- **EXERCISE INSTRUCTIONS**
Set the records down again in full, with every word kept.

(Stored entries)
══════

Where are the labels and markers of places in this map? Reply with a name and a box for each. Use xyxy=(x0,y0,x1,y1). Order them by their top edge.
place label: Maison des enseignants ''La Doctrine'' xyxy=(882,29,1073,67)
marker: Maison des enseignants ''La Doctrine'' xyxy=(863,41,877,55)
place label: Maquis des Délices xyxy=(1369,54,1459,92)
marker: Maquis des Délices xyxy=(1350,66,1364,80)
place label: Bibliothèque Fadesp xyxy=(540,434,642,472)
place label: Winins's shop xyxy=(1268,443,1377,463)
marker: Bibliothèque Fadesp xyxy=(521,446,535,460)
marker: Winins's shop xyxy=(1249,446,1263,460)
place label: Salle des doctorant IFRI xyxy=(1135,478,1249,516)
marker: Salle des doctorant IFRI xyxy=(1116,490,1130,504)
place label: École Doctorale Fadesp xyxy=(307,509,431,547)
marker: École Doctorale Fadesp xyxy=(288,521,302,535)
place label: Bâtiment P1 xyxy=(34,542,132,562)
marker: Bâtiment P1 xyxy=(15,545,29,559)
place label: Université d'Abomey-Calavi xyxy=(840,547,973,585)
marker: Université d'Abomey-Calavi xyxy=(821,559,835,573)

══════

- **WRITTEN REPLY**
Where are the labels and markers of places in this map? Reply with a name and a box for each. Use xyxy=(x0,y0,x1,y1). Order them by their top edge.
place label: Maison des enseignants ''La Doctrine'' xyxy=(882,29,1073,67)
marker: Maison des enseignants ''La Doctrine'' xyxy=(863,41,877,55)
place label: Maquis des Délices xyxy=(1369,54,1459,92)
marker: Maquis des Délices xyxy=(1350,66,1364,80)
place label: Bibliothèque Fadesp xyxy=(540,434,642,472)
place label: Winins's shop xyxy=(1268,443,1377,463)
marker: Bibliothèque Fadesp xyxy=(521,446,535,460)
marker: Winins's shop xyxy=(1249,446,1263,460)
place label: Salle des doctorant IFRI xyxy=(1135,478,1249,516)
marker: Salle des doctorant IFRI xyxy=(1116,490,1130,504)
place label: École Doctorale Fadesp xyxy=(307,509,431,547)
marker: École Doctorale Fadesp xyxy=(288,521,302,535)
place label: Bâtiment P1 xyxy=(34,542,132,562)
marker: Bâtiment P1 xyxy=(15,545,29,559)
place label: Université d'Abomey-Calavi xyxy=(840,547,973,585)
marker: Université d'Abomey-Calavi xyxy=(821,559,835,573)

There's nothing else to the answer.